Interfacial strain driven magnetoelectric coupling in (111)-oriented self-assembled BiFeO-CoFeO thin films

Magnetoelectric materials have been considered as promising candidates for data storage and sensors based on spintronic technology. Multiferroic BiFeO 3 -CoFe 2 O 4 (BFO-CFO) epitaxial thin films deposited on a (111)-oriented SrTiO 3 substrate exhibit ferromagnetism, piezoelectricity and strong magnetoelectric properties simultaneously. Interfacial strain between two phases plays a key role in such unique characters. Thus, strain engineering is a good method to enhance the magnetoelectric coupling effect. Here, to clearly understand the role of strain for further strain engineering, the interfacial strain between BFO and CFO and its evolution under electric/magnetic fields are investigated.

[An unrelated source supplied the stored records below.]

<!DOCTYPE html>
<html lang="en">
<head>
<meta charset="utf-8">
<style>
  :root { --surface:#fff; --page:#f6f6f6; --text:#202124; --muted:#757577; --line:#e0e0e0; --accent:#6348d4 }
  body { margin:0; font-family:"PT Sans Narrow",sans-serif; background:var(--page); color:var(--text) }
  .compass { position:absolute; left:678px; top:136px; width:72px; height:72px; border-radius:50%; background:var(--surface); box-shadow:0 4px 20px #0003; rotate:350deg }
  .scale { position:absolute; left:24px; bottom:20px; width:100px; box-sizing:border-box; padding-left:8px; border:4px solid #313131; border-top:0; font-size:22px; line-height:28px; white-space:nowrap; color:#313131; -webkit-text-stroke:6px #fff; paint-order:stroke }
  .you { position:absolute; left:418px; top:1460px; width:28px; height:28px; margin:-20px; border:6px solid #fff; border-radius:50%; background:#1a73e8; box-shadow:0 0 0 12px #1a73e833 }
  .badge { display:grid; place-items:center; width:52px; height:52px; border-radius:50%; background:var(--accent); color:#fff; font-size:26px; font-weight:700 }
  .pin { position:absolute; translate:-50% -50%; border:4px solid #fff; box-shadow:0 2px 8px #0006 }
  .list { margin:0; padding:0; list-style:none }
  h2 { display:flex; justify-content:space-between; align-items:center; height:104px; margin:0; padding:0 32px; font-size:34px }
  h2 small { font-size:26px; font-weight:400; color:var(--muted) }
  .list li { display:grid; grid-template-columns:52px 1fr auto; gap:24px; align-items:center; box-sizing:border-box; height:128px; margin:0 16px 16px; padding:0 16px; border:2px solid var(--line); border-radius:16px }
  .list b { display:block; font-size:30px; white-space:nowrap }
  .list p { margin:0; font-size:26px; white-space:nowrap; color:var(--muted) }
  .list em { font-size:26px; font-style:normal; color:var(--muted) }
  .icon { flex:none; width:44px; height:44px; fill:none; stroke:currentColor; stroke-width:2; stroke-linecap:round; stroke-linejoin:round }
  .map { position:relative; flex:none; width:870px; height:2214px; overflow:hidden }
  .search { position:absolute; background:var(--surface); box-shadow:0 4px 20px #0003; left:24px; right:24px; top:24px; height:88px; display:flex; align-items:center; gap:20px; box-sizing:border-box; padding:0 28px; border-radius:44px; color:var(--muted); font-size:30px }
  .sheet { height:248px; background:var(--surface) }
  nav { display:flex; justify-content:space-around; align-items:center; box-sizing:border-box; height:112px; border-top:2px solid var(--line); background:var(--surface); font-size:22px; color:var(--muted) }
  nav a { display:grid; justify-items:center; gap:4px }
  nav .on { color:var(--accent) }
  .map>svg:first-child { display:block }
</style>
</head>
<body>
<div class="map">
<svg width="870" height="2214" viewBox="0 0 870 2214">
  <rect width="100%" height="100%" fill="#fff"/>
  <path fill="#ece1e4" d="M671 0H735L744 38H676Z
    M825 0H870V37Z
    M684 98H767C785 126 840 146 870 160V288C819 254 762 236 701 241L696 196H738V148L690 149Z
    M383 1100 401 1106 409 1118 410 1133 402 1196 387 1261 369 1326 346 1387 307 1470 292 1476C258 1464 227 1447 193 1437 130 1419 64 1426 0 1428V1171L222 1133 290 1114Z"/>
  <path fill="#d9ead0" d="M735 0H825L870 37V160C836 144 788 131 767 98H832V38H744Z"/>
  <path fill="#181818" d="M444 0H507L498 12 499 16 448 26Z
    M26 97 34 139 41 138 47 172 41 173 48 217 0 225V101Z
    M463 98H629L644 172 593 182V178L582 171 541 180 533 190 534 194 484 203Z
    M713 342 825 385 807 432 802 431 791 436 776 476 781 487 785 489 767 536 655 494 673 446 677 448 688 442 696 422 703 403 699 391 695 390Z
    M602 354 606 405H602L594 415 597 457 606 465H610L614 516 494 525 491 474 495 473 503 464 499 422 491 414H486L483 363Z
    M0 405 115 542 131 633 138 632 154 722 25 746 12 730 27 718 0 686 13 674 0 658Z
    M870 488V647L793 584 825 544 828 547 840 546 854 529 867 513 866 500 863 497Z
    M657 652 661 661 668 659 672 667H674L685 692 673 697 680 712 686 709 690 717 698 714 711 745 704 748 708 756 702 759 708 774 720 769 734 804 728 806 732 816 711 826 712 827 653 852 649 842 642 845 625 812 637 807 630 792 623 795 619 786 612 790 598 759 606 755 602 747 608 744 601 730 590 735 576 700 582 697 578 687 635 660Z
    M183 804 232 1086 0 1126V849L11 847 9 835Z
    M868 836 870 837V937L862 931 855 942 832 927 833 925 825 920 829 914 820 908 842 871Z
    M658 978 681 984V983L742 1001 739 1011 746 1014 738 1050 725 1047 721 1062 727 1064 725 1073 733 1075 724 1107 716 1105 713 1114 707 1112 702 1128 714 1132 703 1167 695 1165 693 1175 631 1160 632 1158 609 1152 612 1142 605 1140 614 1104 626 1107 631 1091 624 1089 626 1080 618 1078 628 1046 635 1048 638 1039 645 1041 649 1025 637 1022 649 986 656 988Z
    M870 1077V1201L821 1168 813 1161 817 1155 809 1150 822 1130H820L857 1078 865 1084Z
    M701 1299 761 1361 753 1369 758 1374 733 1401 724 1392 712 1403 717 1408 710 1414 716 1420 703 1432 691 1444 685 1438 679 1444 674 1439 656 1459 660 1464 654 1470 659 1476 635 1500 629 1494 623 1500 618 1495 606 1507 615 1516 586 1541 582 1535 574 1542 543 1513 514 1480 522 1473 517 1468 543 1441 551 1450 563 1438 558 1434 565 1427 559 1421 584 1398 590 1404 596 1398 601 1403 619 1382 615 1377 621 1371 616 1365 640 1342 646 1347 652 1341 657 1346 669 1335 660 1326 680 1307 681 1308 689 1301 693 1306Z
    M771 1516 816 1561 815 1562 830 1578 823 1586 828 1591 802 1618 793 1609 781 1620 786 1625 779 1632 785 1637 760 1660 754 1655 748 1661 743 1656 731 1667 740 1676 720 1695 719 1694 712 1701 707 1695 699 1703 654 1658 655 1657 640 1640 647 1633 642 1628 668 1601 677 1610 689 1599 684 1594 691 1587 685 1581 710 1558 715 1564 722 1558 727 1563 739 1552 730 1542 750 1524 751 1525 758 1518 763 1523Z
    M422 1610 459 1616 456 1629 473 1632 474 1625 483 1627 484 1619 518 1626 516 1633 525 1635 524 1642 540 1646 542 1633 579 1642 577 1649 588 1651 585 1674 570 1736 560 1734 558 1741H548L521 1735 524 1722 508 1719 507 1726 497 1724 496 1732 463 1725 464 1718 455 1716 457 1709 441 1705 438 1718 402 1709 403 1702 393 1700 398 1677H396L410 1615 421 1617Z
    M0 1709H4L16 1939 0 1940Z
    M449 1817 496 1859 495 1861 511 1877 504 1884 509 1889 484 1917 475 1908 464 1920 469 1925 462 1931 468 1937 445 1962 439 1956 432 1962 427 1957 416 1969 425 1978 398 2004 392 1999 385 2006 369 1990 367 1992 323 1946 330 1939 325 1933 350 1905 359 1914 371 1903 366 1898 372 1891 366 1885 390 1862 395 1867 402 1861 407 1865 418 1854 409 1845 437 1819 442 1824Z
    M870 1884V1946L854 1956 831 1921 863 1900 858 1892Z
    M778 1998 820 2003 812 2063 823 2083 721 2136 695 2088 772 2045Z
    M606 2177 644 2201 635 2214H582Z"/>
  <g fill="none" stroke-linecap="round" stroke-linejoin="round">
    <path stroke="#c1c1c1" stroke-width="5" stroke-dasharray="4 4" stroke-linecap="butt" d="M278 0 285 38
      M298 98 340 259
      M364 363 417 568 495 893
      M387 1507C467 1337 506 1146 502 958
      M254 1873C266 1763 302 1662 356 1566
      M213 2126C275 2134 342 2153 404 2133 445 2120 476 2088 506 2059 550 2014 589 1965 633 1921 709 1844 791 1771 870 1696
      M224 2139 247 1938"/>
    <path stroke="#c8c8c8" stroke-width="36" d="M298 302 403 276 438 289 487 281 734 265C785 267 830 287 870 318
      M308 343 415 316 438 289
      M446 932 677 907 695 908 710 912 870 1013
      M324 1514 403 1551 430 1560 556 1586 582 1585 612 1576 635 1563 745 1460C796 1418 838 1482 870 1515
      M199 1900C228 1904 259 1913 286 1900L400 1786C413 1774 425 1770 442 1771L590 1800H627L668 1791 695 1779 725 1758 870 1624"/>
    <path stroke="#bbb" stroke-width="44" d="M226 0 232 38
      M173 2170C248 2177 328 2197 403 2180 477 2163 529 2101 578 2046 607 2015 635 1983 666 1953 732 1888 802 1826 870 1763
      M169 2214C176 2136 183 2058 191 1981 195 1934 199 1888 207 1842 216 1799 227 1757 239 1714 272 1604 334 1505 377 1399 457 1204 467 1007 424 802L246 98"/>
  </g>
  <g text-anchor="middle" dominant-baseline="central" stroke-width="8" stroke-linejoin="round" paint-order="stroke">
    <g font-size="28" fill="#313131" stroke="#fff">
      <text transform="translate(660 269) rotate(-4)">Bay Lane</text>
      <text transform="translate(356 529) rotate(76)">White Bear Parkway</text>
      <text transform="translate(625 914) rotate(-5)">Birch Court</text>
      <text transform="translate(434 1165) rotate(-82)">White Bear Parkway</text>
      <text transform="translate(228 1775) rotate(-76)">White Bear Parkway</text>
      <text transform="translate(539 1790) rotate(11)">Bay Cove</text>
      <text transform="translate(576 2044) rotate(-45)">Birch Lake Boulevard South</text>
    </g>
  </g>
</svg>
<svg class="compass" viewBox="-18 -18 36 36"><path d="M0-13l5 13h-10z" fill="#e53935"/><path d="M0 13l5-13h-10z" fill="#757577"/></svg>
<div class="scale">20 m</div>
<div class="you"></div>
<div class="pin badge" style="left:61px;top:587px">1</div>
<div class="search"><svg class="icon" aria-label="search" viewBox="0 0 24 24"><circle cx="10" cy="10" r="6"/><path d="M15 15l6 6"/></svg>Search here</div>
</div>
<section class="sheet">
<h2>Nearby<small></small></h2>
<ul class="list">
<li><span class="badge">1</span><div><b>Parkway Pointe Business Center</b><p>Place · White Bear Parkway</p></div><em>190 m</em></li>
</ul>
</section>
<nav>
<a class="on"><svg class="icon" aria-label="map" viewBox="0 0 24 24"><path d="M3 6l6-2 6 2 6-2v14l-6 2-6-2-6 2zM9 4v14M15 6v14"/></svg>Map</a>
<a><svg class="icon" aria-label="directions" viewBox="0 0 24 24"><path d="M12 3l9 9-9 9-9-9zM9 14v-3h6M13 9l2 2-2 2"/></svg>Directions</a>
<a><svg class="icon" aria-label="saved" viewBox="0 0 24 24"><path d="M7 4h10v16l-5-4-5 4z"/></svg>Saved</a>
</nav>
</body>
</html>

This work semiquantitatively establishes a detailed relationship between the magnetoelectric coupling effect and interfacial strains - the piezoelectric amplitude drops by 44.7% and meanwhile the out-of-plane tensile strain rises by 11.0% under magnetic fields. This finding is helpful in optimizing multiferroic composite structures and achieving wider applications in future. The piezoelectric amplitude drops by 44.7% and meanwhile the out-of-plane tensile strain rises by 11.0% under reverse magnetic fields in (1-3)-type BFO-CFO thin films.